*** Opening of Supplied information ***
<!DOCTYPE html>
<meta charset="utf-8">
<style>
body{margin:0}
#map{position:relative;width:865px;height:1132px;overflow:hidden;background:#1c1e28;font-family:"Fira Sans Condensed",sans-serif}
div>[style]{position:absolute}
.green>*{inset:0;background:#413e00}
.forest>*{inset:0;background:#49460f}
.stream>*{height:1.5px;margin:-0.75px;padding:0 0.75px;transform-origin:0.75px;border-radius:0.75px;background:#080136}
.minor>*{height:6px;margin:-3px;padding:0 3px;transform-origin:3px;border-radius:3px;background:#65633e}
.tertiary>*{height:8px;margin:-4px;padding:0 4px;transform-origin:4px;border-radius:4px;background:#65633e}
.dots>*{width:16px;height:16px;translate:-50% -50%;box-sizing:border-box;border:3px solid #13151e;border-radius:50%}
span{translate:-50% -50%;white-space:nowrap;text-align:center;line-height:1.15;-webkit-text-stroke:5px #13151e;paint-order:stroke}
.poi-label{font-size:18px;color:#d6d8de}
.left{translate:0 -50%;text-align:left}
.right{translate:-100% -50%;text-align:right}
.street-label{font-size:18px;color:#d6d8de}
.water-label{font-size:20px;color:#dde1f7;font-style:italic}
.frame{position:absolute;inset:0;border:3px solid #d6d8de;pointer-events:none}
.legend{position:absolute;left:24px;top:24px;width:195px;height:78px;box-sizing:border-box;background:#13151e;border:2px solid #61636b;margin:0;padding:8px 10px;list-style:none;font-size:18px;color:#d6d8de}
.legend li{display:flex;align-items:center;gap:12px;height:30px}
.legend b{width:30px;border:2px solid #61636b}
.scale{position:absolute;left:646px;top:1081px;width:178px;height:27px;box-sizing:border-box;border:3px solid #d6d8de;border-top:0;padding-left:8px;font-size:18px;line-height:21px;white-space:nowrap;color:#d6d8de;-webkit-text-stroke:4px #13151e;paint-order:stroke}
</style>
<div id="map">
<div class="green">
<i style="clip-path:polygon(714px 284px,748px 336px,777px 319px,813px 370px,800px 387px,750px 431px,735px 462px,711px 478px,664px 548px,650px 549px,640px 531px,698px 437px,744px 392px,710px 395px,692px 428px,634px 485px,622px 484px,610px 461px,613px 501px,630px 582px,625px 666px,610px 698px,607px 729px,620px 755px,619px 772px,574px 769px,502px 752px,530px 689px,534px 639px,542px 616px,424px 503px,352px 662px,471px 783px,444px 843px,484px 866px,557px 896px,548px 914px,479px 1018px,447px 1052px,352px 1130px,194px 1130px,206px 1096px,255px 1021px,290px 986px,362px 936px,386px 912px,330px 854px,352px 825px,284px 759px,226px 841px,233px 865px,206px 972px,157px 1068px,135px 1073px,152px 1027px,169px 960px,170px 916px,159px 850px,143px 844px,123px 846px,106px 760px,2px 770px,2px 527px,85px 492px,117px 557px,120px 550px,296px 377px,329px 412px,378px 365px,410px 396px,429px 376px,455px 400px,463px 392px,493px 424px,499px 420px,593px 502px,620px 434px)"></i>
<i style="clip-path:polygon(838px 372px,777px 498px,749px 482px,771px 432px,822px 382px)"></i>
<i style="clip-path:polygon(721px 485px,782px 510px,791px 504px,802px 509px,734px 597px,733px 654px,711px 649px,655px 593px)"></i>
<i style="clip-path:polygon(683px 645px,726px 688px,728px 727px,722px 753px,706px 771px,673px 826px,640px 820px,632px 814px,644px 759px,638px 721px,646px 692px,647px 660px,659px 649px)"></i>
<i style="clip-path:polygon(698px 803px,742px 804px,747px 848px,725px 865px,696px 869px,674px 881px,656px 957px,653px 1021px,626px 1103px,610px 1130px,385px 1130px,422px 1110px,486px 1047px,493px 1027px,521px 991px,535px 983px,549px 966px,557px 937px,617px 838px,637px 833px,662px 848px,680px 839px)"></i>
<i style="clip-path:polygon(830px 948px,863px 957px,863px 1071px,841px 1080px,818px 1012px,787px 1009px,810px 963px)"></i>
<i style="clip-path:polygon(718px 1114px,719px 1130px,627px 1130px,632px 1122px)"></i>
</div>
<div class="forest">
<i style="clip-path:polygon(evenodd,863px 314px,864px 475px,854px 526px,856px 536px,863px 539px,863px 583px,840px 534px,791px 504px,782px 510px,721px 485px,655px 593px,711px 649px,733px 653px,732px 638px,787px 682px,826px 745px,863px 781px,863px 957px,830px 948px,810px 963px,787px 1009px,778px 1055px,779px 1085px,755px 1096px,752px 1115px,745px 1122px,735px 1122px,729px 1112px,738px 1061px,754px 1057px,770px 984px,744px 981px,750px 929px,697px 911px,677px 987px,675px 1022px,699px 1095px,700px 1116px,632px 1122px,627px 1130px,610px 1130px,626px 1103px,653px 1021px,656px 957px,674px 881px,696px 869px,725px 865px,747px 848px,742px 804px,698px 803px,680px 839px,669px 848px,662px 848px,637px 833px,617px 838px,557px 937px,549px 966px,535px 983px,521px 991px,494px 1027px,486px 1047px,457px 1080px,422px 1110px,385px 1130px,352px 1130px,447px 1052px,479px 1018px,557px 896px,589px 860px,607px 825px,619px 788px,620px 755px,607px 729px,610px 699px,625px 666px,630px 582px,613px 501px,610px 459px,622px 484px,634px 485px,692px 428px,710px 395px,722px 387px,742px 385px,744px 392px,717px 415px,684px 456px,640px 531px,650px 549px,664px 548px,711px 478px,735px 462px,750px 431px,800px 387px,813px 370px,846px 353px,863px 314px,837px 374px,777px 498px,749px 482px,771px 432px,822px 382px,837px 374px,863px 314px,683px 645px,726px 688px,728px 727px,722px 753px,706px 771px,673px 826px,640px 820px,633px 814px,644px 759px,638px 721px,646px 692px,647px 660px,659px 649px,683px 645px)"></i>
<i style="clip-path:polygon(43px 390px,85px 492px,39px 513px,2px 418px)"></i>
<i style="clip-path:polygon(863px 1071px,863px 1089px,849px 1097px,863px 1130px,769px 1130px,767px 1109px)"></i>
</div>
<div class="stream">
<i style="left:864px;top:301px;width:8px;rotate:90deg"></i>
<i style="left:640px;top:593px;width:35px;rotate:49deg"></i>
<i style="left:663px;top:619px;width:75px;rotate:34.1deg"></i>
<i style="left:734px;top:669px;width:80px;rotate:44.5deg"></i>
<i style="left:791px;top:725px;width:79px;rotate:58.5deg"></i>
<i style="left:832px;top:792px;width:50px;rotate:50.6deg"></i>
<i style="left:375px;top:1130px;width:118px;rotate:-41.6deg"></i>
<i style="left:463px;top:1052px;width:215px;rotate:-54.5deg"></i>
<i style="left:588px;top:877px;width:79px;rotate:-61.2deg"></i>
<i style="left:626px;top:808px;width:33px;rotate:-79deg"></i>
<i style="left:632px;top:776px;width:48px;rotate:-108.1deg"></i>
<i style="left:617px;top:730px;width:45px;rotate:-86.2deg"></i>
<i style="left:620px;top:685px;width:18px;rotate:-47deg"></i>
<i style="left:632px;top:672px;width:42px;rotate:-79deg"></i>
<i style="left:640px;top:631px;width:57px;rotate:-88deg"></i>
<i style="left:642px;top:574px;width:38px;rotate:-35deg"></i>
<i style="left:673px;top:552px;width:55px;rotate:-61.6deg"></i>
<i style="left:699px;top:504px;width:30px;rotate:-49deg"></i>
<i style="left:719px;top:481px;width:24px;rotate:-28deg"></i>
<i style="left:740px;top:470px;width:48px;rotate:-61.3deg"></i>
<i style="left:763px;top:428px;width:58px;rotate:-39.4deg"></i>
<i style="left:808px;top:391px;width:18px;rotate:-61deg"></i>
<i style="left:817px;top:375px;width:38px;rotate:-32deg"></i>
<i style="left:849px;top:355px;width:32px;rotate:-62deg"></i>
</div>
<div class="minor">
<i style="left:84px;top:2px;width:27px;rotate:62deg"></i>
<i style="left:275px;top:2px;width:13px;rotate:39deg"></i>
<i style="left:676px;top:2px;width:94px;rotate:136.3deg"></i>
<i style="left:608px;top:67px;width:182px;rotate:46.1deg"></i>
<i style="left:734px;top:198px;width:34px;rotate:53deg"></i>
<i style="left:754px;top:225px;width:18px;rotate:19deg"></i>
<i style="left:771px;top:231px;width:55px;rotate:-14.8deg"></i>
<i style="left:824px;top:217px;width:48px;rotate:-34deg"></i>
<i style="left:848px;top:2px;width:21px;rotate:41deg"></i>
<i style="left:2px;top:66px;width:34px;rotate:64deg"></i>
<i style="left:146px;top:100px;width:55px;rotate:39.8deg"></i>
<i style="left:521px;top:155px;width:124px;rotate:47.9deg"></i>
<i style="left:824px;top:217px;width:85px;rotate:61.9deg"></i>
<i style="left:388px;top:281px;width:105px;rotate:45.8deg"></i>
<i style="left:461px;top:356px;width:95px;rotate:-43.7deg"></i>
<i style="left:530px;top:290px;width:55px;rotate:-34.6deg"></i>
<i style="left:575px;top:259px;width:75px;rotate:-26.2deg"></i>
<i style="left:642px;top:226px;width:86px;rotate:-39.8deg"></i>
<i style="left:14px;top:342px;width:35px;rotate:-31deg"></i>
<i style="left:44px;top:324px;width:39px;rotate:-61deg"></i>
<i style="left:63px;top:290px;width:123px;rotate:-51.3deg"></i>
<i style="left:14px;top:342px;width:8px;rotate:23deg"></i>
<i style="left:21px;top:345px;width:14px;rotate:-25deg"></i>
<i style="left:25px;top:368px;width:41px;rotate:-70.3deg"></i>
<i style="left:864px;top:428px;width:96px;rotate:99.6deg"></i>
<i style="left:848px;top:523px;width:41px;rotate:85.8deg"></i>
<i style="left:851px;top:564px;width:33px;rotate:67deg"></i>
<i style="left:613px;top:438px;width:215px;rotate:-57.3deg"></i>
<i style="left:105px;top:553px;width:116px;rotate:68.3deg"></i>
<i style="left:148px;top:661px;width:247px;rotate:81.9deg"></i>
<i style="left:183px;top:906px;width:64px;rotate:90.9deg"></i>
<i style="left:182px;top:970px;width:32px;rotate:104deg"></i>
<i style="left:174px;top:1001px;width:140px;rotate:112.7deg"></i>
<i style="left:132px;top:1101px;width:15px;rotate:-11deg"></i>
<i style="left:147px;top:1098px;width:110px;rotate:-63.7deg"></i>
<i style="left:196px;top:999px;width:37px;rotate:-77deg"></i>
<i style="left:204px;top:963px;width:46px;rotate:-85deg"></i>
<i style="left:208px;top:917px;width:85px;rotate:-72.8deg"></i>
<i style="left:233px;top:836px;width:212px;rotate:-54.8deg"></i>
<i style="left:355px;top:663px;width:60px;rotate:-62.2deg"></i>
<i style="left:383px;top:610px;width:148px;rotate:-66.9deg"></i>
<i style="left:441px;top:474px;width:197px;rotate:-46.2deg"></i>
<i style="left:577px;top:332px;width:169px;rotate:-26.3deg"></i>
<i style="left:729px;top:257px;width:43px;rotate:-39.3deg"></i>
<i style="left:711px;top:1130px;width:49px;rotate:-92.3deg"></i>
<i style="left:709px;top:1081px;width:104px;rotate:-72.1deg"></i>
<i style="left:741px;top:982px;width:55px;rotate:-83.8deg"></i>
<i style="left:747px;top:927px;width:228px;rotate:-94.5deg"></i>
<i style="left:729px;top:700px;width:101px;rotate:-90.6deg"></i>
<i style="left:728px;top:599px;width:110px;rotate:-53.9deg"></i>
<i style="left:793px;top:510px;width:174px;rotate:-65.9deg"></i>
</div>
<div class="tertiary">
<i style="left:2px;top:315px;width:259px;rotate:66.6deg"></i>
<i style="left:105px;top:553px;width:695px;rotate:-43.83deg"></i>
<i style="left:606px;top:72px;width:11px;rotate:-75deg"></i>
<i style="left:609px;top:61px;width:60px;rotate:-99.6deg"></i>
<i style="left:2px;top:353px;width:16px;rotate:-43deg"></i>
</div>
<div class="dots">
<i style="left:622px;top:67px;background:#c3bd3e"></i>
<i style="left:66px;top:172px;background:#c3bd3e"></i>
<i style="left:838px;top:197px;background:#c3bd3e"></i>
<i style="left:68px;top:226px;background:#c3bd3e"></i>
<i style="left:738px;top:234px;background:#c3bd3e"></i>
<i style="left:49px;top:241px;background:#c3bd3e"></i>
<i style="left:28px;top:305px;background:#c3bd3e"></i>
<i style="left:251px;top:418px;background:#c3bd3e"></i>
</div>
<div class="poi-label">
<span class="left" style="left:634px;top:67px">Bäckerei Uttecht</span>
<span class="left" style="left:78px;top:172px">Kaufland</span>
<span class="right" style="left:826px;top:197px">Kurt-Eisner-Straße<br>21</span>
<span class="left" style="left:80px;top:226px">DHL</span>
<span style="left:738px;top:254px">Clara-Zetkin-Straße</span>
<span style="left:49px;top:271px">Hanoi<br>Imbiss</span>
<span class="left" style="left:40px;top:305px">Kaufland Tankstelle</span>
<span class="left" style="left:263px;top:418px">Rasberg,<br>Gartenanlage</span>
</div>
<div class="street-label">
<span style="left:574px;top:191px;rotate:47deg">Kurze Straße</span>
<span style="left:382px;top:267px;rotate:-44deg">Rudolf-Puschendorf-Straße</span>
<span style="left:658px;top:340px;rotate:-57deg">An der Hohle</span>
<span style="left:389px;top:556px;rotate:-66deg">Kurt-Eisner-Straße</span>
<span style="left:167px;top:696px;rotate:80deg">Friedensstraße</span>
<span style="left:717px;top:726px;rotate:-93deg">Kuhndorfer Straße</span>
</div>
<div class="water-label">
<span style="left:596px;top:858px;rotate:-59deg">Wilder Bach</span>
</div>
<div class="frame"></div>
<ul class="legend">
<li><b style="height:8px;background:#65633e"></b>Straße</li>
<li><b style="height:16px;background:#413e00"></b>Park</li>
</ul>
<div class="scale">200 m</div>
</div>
*** Close of Supplied information ***
> Work item
From the records above, report the count of lines containing "stream" and nothing more.

> Reply to the exercise
2